Christian Tumi  déclare que la Réunification du Cameroun n’était que factice. Dans un entretien avec le site Internet camerounais lavoixdukoat.com associé pour l’occasion à l’Organisation de la société civile « Un Monde Avenir » il a déclaré qu’ « Il n’y a jamais eu de mariage entre le Cameroun anglophone et le Cameroun francophone. Ils vivent en concubinage », a-t-il dit dans des propos rapportés le 21 août 2017.

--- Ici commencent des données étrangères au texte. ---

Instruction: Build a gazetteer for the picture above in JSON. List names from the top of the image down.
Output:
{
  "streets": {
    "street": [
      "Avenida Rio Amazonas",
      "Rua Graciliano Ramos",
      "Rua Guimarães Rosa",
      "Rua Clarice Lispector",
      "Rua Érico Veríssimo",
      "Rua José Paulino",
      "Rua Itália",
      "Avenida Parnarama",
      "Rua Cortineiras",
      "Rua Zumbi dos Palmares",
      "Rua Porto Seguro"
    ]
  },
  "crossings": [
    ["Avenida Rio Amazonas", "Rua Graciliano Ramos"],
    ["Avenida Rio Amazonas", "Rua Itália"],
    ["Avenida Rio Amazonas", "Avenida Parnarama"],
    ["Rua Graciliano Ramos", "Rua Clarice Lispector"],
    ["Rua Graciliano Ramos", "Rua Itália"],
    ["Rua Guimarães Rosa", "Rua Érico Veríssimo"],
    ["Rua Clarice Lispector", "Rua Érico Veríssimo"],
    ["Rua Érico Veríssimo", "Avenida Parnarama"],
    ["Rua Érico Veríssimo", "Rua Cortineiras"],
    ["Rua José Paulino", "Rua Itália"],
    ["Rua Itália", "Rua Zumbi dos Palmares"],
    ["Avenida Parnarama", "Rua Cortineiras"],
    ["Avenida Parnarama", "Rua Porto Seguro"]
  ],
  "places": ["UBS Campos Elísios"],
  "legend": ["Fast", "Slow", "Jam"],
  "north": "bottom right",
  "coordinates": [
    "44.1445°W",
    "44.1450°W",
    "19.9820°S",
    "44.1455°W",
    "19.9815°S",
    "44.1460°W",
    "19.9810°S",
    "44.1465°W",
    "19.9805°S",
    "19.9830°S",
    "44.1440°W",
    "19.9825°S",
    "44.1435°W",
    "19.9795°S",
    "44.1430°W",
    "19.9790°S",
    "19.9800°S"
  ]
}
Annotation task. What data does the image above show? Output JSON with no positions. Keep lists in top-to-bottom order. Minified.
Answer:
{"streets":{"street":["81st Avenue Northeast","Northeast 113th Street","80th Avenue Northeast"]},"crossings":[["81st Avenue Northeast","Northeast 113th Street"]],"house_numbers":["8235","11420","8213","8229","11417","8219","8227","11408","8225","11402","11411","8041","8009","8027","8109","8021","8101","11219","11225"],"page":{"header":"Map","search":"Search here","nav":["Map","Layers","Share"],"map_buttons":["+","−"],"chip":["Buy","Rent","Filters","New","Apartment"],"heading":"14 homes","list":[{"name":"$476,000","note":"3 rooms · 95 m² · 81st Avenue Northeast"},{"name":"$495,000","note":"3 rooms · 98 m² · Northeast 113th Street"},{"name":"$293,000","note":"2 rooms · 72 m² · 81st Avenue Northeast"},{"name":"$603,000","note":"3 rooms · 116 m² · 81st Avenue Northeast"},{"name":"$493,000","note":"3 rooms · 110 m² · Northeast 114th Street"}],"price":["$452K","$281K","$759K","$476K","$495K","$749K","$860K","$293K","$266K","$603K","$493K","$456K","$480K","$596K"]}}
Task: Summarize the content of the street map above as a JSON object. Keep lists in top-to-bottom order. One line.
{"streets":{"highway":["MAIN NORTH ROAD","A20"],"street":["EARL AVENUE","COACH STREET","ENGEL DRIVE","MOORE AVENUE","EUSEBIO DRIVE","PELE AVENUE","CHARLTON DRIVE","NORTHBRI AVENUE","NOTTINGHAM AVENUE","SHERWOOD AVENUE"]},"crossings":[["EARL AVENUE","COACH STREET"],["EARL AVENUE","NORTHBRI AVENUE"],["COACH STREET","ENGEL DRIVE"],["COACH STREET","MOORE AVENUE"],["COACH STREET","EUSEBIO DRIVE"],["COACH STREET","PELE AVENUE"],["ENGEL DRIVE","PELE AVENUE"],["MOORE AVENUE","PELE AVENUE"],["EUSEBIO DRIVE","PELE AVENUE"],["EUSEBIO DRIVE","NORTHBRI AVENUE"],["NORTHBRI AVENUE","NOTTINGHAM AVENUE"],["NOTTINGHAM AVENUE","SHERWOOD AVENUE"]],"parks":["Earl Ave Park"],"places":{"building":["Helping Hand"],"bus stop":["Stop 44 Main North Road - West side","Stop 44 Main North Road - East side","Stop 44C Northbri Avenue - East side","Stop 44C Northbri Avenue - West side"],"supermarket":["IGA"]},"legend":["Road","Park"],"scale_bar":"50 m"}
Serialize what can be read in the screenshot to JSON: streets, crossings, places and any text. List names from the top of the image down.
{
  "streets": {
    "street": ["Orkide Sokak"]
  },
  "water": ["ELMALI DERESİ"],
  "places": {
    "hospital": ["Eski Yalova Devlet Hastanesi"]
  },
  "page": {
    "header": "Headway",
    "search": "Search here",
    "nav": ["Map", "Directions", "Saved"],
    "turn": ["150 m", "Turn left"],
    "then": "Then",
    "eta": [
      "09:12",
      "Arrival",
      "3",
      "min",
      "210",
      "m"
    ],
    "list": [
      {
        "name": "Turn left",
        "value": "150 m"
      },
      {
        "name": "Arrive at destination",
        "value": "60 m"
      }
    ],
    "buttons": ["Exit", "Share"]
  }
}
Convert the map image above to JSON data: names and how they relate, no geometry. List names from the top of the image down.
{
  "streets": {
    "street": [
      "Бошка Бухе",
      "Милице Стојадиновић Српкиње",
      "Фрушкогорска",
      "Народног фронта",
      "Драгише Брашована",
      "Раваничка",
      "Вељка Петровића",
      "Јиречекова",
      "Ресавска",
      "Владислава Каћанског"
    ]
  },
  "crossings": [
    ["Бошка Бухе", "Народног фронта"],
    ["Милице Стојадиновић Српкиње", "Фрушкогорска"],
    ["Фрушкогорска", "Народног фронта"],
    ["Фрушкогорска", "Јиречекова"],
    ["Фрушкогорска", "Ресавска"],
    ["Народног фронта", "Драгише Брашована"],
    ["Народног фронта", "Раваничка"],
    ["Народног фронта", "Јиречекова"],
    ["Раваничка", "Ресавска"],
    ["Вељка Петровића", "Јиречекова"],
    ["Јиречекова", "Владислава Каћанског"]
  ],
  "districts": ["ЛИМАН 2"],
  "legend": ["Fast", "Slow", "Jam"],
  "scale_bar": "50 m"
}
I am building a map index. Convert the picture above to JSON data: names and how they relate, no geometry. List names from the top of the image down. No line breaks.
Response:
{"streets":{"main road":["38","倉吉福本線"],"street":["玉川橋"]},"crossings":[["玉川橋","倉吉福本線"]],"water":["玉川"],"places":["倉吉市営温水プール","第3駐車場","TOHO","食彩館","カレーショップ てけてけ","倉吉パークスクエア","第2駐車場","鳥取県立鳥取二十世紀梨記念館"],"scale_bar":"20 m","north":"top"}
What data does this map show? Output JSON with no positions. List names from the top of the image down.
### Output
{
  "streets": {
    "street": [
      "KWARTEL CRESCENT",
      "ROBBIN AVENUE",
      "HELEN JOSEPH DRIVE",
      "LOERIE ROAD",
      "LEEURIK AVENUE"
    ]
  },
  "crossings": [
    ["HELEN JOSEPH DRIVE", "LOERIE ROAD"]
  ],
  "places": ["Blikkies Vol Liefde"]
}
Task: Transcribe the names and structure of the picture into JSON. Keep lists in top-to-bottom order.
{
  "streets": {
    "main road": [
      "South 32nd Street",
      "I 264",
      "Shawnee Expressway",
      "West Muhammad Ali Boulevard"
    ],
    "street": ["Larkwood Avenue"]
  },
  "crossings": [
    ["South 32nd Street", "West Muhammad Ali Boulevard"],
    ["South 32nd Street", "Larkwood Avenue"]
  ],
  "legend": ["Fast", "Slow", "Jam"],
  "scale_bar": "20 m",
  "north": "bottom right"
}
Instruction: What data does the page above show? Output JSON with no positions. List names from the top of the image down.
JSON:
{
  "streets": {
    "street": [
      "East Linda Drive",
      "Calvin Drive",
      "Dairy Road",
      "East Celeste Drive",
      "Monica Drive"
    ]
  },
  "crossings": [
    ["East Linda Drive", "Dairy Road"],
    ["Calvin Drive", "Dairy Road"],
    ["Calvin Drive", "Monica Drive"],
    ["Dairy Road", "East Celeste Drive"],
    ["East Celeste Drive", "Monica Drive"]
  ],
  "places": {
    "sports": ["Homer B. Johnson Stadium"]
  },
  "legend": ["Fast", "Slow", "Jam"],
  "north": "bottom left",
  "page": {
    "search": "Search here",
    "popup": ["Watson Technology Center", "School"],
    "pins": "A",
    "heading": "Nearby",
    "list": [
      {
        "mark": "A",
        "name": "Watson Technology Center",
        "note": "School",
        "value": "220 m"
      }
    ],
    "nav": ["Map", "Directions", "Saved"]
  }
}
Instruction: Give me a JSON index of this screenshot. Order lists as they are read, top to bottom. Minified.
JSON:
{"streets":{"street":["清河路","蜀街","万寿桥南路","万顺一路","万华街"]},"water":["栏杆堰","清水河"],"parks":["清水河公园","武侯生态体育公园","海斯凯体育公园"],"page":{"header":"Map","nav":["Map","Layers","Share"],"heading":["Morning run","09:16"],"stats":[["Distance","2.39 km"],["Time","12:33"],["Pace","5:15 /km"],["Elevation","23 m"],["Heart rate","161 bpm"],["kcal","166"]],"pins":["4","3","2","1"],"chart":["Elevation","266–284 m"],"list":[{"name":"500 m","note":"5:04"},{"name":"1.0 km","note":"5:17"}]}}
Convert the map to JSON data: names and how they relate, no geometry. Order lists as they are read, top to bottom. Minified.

L’ancien archevêque de Douala soutient qu’aucun acte n’a été pris formellement en juillet 1961 à Foumban. «Ils n’ont rien signé à Foumban.  Le premier ministre John Ngu Foncha (qui était enseignant catholique avant) n’avait pas le pouvoir de négocier, parce que la Cameroun était sous tutelle de la France et de l’Angleterre. Comme les Français soutenaient Ahidjo, ils étaient à la conférence. C’est l’Angleterre et les Nations Unies qui devaient valider l’acte. Mais ces deux n’étaient pas présents. Il n’y a jamais eu de document sur ce qui s’est passé à Foumban. Les gens sont allés boire du vin

Le fédéralisme de fait ainsi consacré a laissé beaucoup de bons souvenirs au Cardinal Tumi. Il se rappelle que le pays bénéficiait d’une bonne gouvernance.  Pour lui le Cameroun était « bien géré, le développement était à la base. Il y avait un premier ministre dans chaque partie du pays. Paul Biya avait signé un texte sur le fédéralisme (Référence à la Constitution de 1996, Ndlr) qui précisait que les gouverneurs devaient être élus, il devrait avoir dix Etats fédérés. Paul Biya avait alors promis la décentralisation. Ça devait être bien. Mais j’ai l’impression qu’il dormait quand il signait le document et qu’il s’est réveillé après l’avoir fait, puisqu’il n’a rien mis en application. Le problème c’est que vous ne voulez pas partager le pouvoir », analyse-t-il.  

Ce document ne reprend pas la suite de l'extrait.